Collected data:
•••••
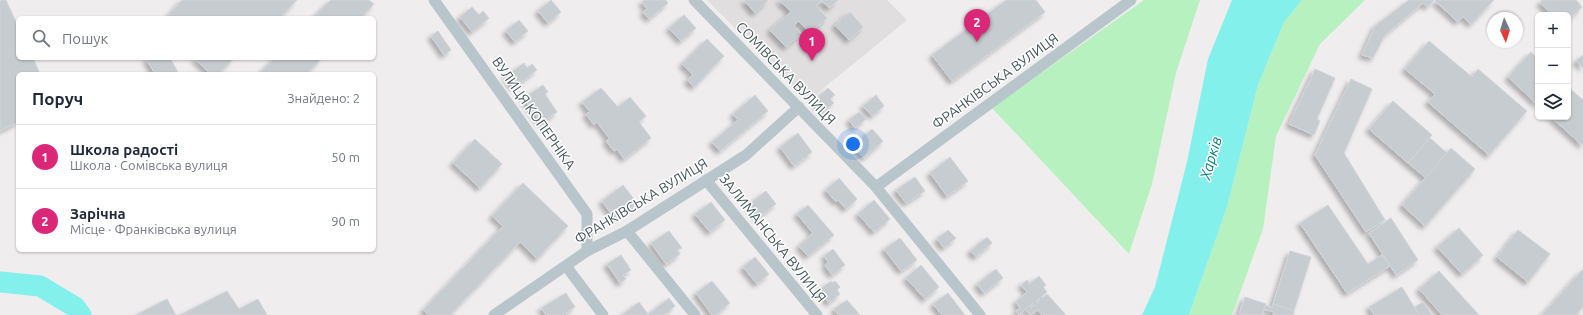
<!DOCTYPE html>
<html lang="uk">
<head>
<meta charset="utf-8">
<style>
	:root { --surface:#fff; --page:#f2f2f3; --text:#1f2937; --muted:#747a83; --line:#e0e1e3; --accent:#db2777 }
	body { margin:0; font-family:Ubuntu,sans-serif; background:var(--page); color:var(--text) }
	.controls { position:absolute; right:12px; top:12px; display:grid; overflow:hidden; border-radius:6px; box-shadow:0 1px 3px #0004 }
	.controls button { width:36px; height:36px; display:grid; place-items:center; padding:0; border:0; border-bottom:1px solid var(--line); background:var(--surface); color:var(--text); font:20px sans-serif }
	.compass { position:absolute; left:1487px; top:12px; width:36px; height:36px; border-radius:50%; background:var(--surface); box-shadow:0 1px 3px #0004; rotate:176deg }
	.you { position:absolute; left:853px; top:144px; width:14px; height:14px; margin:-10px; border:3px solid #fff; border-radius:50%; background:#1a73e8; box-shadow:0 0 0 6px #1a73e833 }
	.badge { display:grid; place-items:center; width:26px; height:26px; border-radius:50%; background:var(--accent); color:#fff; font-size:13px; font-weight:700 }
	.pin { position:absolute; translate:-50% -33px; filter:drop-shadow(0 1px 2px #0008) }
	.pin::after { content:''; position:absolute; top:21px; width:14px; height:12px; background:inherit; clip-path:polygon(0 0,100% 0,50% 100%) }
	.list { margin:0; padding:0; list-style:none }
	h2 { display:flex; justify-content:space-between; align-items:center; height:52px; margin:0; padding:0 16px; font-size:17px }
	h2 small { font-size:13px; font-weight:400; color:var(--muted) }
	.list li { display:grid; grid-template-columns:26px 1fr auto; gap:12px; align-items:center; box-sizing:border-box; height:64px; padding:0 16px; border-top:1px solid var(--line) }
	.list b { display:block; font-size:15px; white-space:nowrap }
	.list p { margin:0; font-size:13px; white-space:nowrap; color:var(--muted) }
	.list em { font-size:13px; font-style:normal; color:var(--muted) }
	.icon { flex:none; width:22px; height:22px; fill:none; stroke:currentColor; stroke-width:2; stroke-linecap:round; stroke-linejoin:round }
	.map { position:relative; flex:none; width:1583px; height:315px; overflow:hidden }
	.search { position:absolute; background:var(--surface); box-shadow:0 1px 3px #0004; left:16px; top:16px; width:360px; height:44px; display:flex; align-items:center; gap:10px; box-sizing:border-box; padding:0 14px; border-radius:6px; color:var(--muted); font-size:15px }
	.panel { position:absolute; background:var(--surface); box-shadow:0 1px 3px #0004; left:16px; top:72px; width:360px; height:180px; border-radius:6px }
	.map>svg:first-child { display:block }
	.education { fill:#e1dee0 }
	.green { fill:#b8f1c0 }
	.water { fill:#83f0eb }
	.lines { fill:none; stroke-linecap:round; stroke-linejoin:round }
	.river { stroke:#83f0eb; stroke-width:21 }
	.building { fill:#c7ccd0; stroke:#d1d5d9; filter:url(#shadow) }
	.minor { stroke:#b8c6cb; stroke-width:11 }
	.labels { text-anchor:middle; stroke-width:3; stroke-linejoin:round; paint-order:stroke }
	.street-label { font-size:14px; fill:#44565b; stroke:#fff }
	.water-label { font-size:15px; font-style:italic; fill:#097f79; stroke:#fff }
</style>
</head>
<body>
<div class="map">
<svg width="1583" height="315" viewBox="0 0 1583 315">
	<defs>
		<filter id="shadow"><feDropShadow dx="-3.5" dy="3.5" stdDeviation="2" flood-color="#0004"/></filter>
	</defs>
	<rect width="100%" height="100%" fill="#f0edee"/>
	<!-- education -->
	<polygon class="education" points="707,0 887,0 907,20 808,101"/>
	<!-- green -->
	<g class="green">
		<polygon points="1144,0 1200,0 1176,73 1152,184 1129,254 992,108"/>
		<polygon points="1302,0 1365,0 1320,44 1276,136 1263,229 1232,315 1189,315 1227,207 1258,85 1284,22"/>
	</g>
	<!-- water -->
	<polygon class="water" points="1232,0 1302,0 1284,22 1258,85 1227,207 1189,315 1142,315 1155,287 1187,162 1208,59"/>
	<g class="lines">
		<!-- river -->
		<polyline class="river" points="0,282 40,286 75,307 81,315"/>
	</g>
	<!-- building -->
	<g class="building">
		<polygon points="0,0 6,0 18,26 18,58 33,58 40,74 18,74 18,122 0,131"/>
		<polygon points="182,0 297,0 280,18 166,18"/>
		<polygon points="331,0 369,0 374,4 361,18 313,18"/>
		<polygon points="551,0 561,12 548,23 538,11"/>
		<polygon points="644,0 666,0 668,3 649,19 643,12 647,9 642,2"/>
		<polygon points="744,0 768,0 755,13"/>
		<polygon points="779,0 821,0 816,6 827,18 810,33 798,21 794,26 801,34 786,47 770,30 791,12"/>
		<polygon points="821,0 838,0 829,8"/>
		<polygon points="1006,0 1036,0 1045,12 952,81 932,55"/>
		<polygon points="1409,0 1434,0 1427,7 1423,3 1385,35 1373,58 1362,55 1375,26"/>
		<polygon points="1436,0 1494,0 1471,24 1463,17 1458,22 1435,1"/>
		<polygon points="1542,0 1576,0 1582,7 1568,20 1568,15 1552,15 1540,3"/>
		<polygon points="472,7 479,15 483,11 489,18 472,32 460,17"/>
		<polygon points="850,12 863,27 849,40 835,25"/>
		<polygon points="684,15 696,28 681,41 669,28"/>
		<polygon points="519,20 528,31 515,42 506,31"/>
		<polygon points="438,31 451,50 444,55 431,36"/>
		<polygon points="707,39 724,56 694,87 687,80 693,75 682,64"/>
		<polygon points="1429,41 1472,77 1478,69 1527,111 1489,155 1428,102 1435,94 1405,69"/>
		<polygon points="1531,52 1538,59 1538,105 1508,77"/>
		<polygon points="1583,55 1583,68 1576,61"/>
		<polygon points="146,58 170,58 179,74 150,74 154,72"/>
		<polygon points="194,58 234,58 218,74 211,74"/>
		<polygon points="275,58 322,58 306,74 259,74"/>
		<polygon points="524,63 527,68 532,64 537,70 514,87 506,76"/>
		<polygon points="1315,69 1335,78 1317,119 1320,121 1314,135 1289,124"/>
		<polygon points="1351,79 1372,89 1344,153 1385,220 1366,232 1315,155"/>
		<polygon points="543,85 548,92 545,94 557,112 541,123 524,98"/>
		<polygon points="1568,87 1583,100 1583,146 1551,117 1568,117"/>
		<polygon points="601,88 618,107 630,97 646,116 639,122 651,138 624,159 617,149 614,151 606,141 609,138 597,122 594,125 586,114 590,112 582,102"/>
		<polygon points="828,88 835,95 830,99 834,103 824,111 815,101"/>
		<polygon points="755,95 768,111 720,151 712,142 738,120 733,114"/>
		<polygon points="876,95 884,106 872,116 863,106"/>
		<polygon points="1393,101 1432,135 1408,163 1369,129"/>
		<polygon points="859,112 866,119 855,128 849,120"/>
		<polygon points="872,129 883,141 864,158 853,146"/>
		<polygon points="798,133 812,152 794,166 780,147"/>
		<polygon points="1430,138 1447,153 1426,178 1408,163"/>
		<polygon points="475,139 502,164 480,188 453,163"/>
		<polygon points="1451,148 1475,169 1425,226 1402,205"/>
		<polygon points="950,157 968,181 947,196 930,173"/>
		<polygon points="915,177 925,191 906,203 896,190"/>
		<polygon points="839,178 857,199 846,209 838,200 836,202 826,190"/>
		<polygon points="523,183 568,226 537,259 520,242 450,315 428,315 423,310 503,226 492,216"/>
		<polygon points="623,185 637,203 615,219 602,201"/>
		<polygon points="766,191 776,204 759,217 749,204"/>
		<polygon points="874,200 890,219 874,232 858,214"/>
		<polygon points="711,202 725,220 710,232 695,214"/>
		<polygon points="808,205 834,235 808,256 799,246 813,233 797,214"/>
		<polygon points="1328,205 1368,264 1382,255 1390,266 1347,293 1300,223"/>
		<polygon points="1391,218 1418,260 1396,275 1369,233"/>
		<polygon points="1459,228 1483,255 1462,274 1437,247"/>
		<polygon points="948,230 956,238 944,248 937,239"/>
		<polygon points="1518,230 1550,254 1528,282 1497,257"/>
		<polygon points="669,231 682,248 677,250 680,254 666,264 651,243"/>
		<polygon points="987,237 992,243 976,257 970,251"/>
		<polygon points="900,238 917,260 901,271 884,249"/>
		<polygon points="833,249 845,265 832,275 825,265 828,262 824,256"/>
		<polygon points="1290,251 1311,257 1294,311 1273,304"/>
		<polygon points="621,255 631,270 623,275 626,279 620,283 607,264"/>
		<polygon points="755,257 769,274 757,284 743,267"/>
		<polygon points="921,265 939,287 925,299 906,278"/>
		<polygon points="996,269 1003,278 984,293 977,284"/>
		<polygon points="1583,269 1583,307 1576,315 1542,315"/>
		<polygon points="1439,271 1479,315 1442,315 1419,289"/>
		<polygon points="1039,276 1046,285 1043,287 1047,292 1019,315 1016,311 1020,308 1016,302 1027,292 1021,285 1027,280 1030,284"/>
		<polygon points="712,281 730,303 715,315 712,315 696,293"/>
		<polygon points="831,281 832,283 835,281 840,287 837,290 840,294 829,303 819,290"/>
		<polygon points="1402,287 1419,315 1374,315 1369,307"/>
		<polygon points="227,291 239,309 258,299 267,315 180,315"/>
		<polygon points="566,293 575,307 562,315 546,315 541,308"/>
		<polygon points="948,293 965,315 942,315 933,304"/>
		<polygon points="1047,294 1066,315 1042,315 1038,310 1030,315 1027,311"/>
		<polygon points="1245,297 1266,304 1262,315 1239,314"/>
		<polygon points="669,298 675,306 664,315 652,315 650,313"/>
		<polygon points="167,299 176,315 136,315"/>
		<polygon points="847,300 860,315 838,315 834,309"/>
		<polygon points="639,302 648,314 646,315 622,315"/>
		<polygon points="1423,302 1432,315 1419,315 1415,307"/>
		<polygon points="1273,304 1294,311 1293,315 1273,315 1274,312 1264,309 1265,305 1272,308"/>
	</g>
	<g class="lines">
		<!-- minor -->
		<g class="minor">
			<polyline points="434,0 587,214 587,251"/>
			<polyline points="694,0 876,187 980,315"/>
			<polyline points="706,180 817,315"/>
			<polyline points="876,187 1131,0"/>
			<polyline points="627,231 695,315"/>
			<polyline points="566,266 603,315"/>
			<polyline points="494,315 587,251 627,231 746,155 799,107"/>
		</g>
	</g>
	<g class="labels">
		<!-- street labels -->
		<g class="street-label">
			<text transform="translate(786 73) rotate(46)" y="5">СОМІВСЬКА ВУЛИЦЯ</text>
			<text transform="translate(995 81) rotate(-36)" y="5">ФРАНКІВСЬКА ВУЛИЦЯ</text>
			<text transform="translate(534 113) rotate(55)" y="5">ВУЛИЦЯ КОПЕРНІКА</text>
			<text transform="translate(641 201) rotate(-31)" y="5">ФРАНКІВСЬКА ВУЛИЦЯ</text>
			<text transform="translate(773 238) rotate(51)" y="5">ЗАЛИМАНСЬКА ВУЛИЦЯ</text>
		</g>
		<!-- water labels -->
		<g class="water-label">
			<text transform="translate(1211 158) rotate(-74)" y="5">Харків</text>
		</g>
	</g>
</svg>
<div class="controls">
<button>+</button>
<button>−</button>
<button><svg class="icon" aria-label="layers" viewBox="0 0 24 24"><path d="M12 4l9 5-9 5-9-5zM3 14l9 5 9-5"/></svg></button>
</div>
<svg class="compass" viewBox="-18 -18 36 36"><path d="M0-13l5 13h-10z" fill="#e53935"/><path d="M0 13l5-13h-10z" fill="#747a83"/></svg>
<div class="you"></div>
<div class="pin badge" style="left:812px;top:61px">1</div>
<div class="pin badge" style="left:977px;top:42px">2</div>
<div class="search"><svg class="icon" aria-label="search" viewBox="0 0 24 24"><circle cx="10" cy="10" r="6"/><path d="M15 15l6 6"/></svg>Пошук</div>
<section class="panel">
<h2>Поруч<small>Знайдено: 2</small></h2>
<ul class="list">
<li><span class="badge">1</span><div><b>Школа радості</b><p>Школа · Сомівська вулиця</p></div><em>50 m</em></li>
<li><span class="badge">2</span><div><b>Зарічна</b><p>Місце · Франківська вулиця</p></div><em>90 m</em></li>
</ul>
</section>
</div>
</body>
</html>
•••••
Task requirements:
Only the lines from the first line of the data above through the line with "position:absolute; left:1487px; top:12px;" should appear in the answer, retyped exactly, with every picture left out.

Reply to the exercise:
<!DOCTYPE html>
<html lang="uk">
<head>
<meta charset="utf-8">
<style>
	:root { --surface:#fff; --page:#f2f2f3; --text:#1f2937; --muted:#747a83; --line:#e0e1e3; --accent:#db2777 }
	body { margin:0; font-family:Ubuntu,sans-serif; background:var(--page); color:var(--text) }
	.controls { position:absolute; right:12px; top:12px; display:grid; overflow:hidden; border-radius:6px; box-shadow:0 1px 3px #0004 }
	.controls button { width:36px; height:36px; display:grid; place-items:center; padding:0; border:0; border-bottom:1px solid var(--line); background:var(--surface); color:var(--text); font:20px sans-serif }
	.compass { position:absolute; left:1487px; top:12px; width:36px; height:36px; border-radius:50%; background:var(--surface); box-shadow:0 1px 3px #0004; rotate:176deg }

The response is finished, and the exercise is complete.